» Exercise instructions:
Pull each line containing "bounding" from the data.

» Working data:
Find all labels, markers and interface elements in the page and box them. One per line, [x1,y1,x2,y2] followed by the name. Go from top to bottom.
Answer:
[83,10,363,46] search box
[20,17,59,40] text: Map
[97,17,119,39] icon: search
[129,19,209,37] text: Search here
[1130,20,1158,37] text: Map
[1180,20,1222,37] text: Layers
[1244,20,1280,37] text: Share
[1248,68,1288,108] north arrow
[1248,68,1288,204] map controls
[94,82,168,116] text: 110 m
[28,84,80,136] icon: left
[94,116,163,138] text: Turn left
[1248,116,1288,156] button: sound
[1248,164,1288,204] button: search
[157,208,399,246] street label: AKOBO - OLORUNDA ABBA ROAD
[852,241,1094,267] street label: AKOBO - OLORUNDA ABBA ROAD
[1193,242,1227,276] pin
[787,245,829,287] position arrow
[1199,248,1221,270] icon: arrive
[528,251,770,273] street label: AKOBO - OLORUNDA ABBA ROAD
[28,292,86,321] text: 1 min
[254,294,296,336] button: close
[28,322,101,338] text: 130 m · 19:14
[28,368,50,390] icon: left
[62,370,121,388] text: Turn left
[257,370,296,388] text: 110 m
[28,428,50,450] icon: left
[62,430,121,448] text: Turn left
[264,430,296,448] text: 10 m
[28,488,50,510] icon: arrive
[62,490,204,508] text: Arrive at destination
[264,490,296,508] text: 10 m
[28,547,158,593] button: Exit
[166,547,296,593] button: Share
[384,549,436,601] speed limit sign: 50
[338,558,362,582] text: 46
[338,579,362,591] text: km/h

--

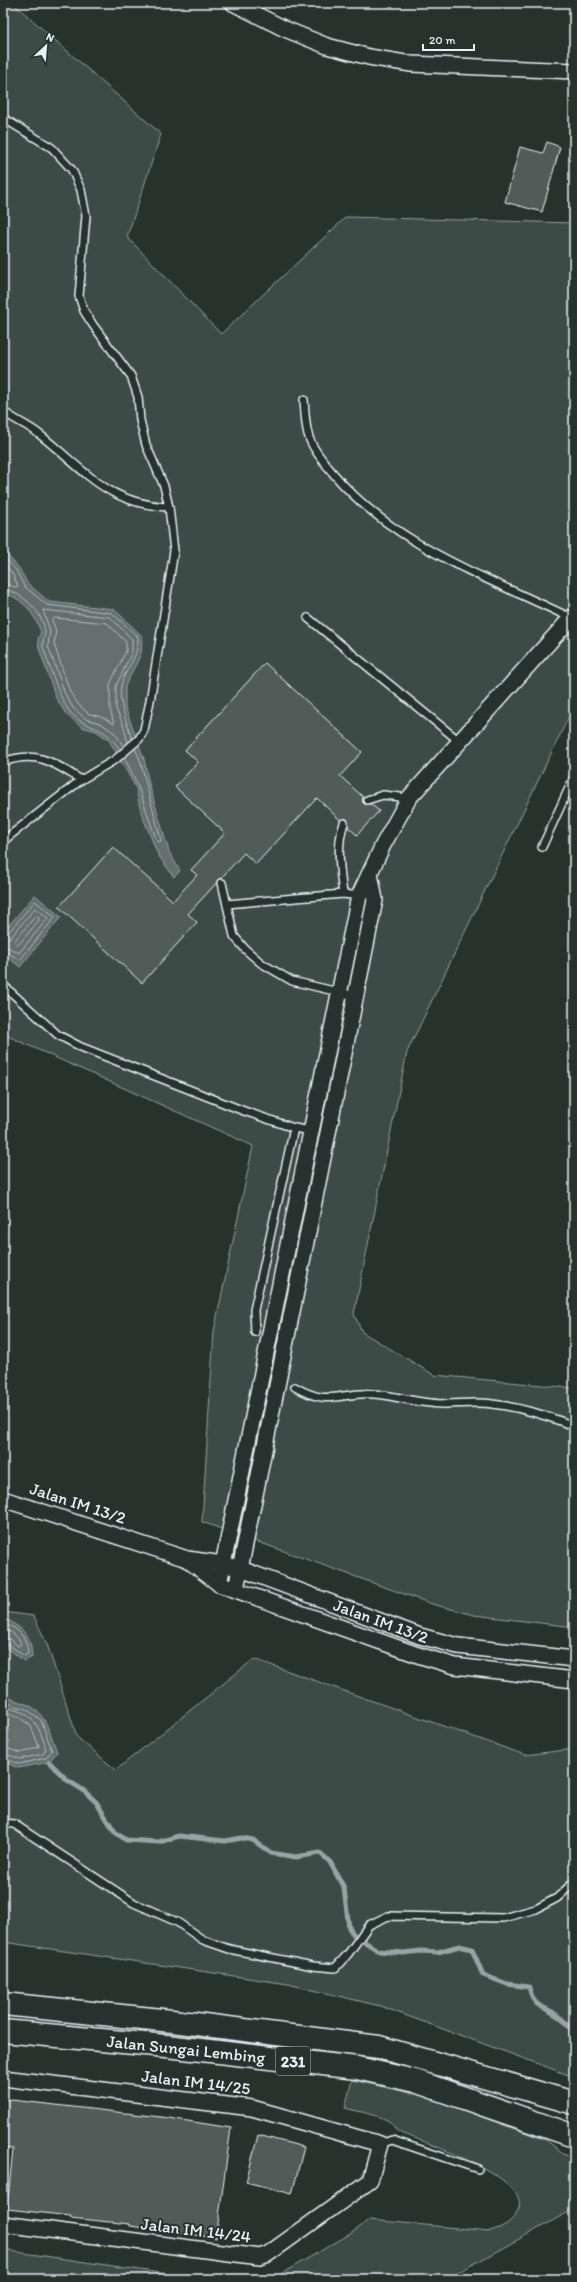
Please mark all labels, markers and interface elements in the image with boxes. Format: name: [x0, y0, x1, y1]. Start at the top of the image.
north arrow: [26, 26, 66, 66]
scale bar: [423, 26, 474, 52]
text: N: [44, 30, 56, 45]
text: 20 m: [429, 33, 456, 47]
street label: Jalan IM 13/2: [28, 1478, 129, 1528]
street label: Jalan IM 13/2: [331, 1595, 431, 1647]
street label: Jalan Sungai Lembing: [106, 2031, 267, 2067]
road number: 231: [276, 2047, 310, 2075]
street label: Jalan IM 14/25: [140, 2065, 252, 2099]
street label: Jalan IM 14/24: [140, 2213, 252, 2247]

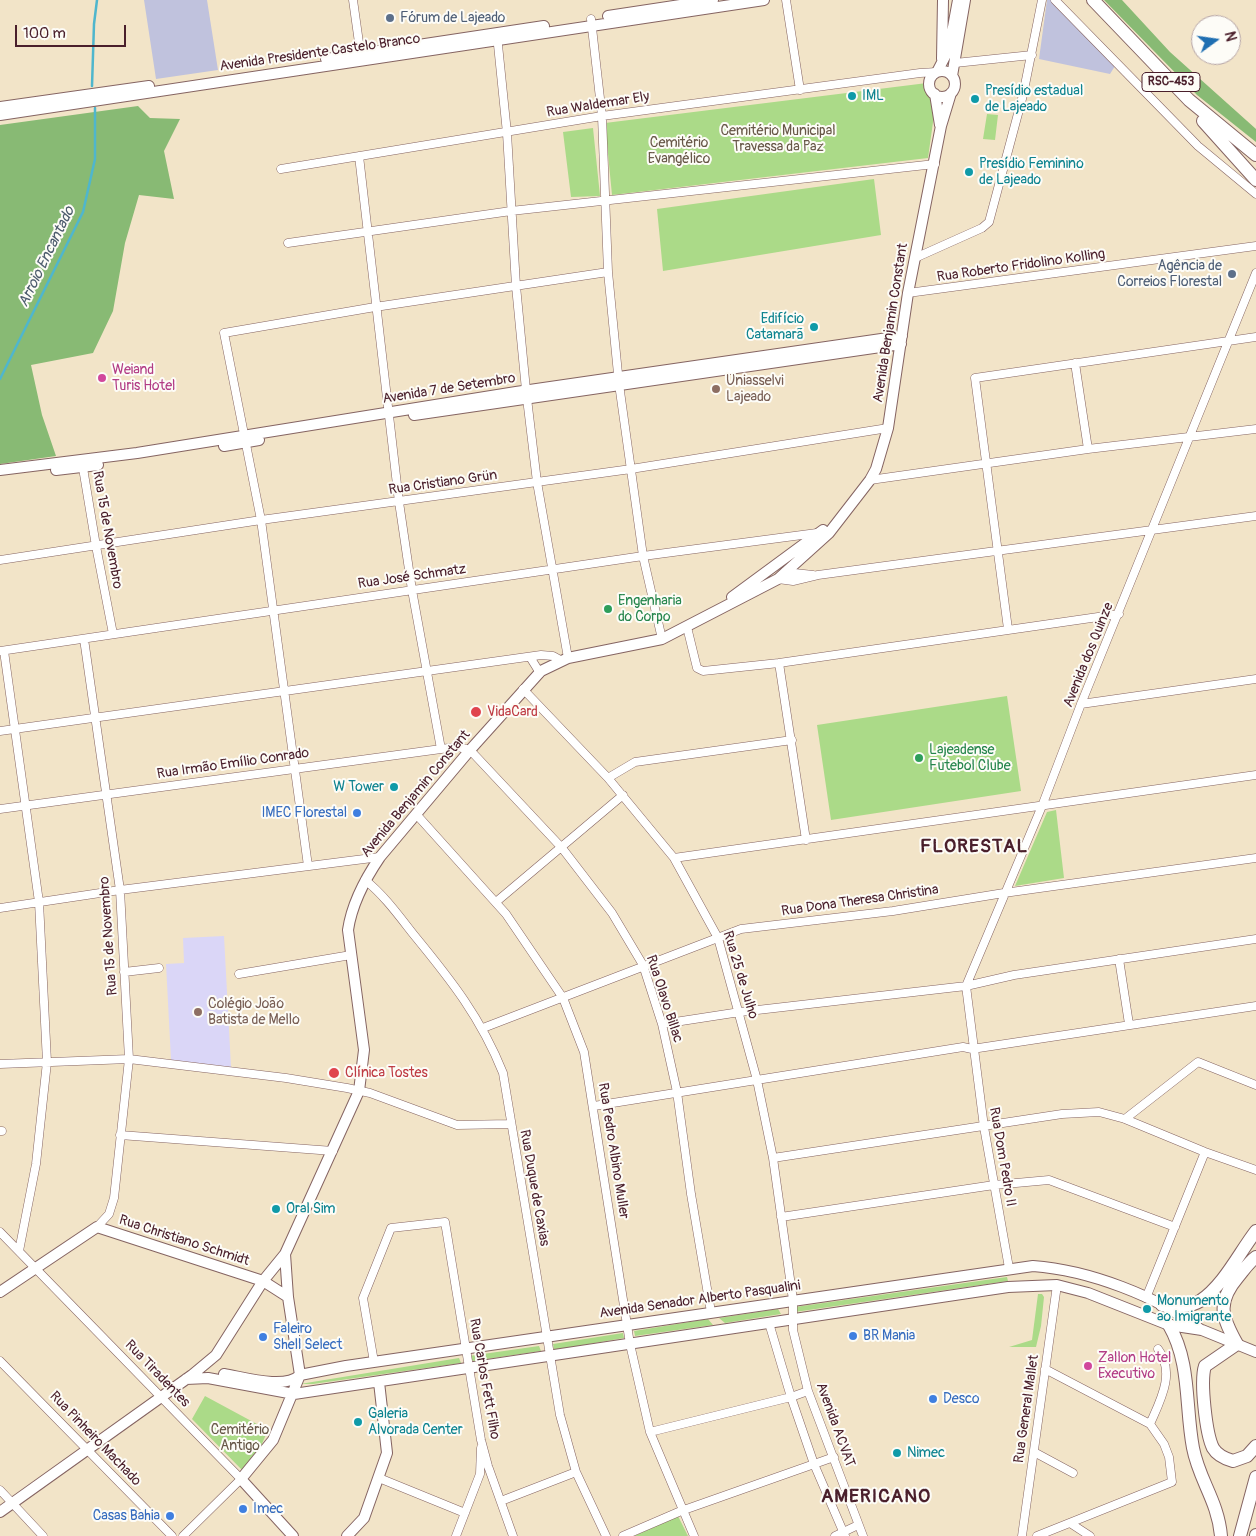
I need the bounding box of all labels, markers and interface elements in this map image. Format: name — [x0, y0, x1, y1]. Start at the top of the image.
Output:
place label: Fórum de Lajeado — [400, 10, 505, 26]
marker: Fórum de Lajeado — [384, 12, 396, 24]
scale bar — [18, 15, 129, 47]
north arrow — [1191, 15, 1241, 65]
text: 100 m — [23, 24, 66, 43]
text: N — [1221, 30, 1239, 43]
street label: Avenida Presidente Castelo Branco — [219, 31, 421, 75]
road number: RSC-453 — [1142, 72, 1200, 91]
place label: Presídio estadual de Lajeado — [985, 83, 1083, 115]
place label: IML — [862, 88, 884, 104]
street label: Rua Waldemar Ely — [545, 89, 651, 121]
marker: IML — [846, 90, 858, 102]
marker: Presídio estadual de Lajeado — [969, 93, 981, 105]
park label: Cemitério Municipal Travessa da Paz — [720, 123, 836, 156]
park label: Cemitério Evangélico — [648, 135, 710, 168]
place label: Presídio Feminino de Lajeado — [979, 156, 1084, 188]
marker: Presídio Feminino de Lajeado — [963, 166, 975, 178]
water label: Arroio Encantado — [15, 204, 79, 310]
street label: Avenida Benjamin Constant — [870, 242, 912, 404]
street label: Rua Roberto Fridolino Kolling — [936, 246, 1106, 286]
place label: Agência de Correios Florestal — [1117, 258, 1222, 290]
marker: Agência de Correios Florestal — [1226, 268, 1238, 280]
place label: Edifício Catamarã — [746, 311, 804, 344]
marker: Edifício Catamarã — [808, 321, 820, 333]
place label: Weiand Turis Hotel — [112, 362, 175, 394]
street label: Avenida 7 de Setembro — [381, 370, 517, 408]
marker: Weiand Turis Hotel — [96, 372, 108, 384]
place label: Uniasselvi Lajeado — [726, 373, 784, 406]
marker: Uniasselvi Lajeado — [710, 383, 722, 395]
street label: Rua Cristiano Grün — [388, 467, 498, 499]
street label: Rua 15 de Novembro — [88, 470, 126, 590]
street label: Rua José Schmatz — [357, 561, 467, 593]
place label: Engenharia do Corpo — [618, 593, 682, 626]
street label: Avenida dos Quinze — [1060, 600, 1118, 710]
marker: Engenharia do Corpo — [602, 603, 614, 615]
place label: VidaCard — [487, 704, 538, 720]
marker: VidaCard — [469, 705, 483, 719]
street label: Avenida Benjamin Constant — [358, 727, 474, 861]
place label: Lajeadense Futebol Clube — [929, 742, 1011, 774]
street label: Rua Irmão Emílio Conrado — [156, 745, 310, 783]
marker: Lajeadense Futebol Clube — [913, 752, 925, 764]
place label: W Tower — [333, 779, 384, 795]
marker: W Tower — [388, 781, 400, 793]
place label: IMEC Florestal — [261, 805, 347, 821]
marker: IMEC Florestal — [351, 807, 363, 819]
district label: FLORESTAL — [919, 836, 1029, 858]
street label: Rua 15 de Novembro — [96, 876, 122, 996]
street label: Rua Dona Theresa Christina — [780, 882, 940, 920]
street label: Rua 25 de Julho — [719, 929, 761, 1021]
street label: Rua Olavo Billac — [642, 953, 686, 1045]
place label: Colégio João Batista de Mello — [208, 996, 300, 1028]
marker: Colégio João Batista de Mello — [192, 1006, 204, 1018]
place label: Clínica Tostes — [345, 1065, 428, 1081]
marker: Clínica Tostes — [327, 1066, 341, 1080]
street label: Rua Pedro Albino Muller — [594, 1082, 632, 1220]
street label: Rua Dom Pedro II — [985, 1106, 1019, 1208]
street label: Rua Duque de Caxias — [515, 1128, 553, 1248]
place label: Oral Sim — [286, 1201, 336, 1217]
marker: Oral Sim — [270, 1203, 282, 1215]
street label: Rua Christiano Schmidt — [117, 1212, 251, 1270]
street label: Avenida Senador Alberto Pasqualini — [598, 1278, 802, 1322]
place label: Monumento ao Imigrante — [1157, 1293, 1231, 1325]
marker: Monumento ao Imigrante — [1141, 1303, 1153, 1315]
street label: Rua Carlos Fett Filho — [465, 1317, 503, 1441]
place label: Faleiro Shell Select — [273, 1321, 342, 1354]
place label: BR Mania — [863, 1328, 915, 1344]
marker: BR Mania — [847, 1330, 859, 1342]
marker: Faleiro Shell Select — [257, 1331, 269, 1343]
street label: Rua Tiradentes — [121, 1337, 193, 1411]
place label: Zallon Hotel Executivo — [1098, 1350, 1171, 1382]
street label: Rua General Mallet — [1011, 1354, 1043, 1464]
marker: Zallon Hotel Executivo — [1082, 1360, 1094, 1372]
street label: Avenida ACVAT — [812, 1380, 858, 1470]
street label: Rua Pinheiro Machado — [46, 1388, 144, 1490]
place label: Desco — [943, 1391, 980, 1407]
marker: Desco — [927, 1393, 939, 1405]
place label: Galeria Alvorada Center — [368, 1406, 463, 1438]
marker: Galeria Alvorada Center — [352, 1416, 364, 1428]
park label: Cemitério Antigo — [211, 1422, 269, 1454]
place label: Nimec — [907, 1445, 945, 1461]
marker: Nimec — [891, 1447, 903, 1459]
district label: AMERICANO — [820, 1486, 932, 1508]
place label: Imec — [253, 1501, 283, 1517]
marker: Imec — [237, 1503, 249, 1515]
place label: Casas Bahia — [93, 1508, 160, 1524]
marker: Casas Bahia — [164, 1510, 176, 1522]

---

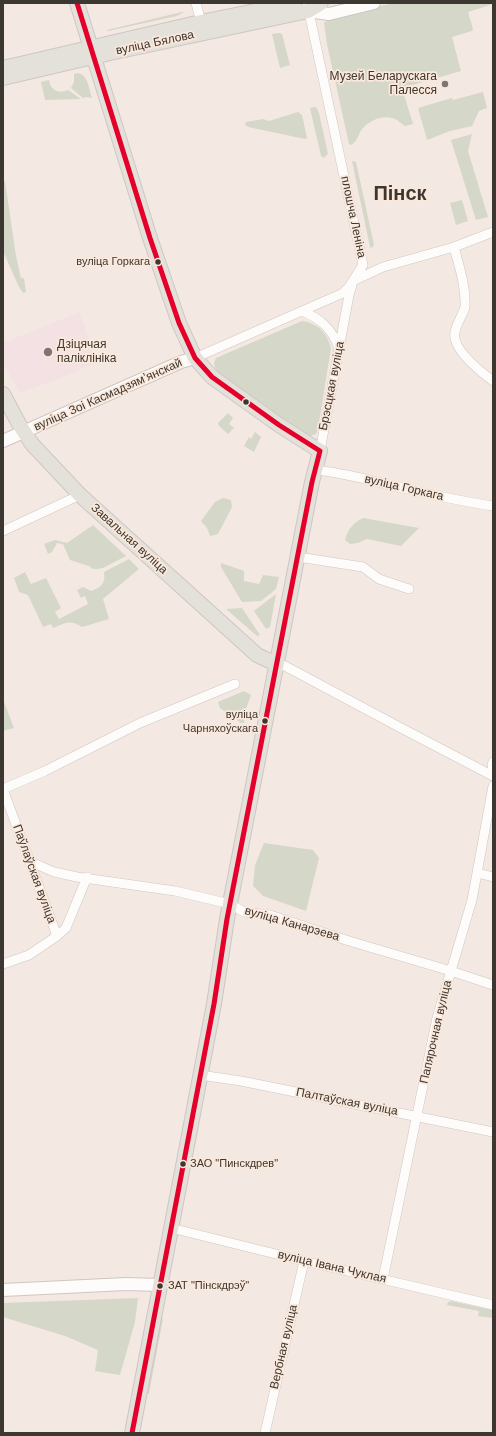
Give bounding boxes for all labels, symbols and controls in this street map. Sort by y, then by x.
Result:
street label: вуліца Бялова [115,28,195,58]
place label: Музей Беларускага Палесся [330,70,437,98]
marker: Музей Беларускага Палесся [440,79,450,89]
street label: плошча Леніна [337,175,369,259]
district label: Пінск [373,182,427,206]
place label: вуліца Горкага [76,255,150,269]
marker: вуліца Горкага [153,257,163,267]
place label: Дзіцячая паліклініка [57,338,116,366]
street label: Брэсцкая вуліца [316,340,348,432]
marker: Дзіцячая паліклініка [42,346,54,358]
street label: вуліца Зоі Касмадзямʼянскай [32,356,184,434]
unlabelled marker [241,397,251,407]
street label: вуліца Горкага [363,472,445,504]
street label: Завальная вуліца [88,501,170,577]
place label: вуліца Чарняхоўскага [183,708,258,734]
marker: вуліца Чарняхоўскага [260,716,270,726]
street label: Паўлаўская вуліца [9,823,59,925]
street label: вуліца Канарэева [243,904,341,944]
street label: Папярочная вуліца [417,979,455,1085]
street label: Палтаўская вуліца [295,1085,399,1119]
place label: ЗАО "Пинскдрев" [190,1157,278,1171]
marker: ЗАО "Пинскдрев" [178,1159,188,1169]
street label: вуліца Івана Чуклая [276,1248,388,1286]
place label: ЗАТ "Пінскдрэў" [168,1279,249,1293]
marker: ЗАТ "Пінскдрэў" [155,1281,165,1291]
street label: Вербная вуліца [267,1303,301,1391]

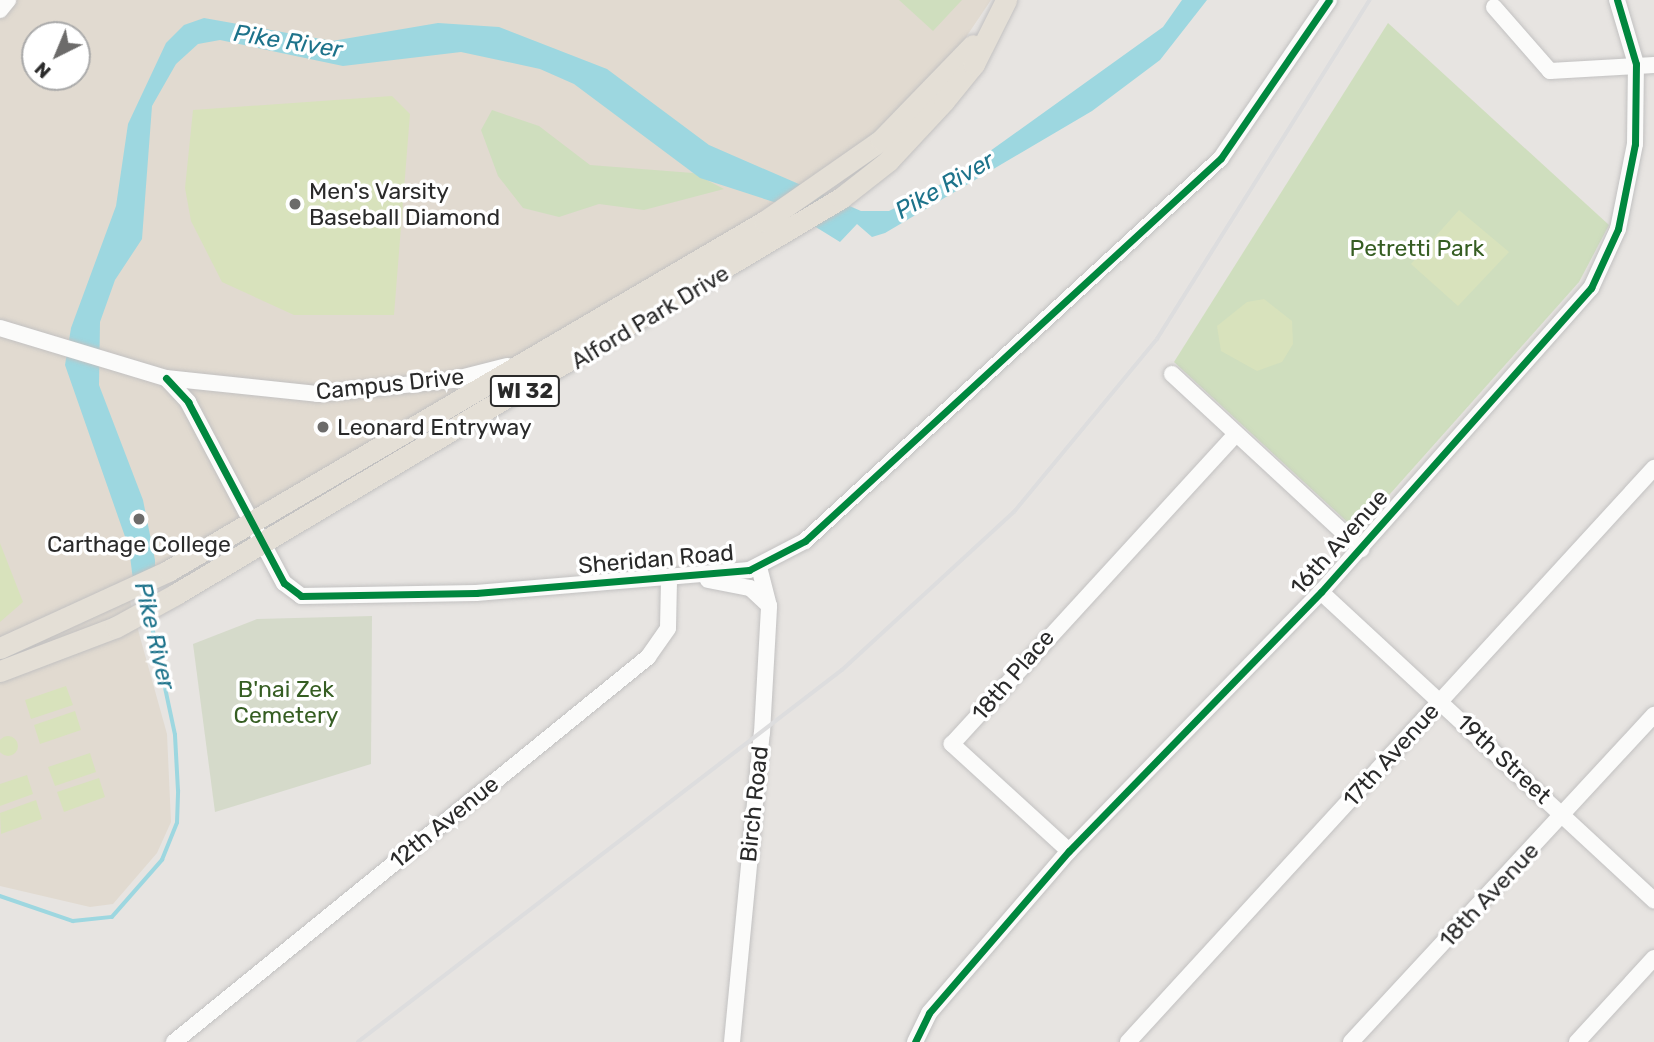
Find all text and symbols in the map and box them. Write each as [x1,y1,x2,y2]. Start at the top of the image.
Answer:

» Answer space:
I need the bounding box of all labels, markers and interface elements in this map image. Format: name — [x0, y0, x1, y1]. Start at the top of the image.
Give bounding boxes for all labels, symbols and controls in this street map. Sort by y, then by x.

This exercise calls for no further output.